At first, it was a bit difficult for me to find the balance but as time went by I found a routine that I felt comfortable with, which is dealing with emails and the business side in the morning and the rest of the afternoon for the creative part of the project and more at the end of the day it can have some meetings depending on the day. But it is also very important to know how to delegate certain activities (since there are times when one feels like a superhero but in the end, we are only human beings and that can greatly affect your physical and mental health).
Finding a balance between your personal life and work is really important for me, as someone who struggles with anxiety and depression some days can be super productive and other days totally paralyzed. I think that’s why in my designs I am always looking for joy and want to be playful. I try to run, and do yoga or meditation every day, as that always helps me focus.
How should a person feel about wearing your artwork?
I am super inspired by Hélio Oiticica, in particular, his performance ‘The Parangolés’; “Objects only come truly alive through the movements of the people who wear them”. I want my clothes to be more than just worn.
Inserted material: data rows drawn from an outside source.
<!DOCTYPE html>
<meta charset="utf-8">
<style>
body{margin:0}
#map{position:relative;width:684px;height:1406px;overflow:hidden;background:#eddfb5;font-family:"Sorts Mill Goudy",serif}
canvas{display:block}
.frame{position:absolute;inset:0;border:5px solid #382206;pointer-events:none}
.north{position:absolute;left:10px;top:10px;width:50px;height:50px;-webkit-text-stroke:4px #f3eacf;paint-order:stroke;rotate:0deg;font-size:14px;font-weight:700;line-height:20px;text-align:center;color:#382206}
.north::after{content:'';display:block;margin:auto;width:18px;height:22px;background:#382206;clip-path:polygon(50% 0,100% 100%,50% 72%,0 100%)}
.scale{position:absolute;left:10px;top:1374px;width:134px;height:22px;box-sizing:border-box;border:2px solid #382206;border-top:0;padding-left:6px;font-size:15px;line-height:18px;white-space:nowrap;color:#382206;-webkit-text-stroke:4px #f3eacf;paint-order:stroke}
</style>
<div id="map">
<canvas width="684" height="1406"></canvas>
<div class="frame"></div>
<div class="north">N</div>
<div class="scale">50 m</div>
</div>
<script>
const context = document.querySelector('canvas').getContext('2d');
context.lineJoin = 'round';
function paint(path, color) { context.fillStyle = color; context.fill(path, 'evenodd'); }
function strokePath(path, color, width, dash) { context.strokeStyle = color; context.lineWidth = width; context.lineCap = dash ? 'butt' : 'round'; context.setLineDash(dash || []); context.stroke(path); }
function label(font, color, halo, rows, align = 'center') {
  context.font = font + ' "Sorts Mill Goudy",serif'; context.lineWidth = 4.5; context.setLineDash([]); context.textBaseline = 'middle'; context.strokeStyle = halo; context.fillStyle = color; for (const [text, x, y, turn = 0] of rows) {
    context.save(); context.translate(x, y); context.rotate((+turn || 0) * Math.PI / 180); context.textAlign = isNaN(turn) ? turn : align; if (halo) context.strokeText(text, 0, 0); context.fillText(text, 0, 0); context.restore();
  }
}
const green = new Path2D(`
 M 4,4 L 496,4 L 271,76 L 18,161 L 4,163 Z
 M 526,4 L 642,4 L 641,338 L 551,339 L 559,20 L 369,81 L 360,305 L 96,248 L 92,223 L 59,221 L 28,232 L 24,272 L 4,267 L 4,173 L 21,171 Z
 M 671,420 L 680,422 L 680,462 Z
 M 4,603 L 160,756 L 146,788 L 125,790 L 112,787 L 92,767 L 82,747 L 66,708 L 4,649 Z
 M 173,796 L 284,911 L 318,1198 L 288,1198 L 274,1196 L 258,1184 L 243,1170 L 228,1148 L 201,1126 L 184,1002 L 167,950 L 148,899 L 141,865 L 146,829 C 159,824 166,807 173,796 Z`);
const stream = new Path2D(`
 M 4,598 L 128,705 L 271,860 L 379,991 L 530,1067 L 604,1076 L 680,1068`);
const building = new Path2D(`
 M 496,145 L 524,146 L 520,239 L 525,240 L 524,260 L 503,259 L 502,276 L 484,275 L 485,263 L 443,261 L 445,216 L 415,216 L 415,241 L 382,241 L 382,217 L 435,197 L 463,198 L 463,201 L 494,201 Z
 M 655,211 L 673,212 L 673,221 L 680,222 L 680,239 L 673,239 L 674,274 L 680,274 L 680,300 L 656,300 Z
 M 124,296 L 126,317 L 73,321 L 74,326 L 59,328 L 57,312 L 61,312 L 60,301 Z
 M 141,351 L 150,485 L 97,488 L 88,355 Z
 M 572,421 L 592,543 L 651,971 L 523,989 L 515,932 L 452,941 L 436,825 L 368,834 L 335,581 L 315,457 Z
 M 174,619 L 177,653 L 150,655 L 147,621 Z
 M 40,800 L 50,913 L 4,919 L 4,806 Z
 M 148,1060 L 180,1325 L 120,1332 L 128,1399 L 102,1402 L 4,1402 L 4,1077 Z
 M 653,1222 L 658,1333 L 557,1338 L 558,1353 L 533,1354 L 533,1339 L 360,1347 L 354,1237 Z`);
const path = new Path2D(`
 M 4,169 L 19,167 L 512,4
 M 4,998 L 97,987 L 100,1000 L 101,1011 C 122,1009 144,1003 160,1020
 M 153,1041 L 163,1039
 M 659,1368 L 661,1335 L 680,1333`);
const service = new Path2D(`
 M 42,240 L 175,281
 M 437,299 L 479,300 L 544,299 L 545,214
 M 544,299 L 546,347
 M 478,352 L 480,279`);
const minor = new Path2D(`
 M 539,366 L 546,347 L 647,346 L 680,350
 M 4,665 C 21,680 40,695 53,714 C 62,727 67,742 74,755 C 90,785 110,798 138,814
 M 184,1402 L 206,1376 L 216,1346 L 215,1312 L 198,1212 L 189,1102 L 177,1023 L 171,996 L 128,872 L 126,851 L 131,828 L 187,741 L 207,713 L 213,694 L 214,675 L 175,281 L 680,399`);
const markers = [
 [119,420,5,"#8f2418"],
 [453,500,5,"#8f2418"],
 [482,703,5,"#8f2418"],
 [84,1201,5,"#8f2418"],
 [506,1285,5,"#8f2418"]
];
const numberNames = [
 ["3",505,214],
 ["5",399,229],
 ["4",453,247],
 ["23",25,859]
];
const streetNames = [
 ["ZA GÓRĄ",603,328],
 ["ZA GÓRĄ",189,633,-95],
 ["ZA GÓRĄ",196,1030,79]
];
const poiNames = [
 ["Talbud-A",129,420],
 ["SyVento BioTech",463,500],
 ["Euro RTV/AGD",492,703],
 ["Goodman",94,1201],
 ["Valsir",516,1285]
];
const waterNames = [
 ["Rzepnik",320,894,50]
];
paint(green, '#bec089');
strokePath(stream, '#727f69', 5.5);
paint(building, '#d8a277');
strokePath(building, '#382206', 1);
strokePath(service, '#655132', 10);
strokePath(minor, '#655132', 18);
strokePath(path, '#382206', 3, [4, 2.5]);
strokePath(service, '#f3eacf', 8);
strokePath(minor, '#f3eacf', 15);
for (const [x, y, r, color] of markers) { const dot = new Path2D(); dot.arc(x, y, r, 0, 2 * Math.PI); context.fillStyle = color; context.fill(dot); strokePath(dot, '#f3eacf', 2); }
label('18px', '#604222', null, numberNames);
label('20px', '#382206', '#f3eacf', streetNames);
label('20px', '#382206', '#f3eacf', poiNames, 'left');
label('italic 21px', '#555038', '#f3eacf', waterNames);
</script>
I want people to play with them and find new ways to interact with them and engage with them. In a way that is a performance. It’s not necessarily on a stage, captured in a photograph or video, it might just be at home alone for yourself or in the context of their everyday life.
Name a few creatives that you work with, are there others you would like to collaborate with?
There are so many creatives that I admire! But I think it would be a dream one day to have the chance to work with Harley weir, Jean-Paul Goud, and Erwin Wurm.
A letter to your future self. What would you write?
I would say to the future Marco, thank you for being so persistent and for believing in your potential, keep trusting yourself, and don’t forget where you come from. Be thankful for what you have and how far you’ve come. Always remember to have fun and always bring your unique point of view to whatever you are doing. I kept dreaming that there is much more!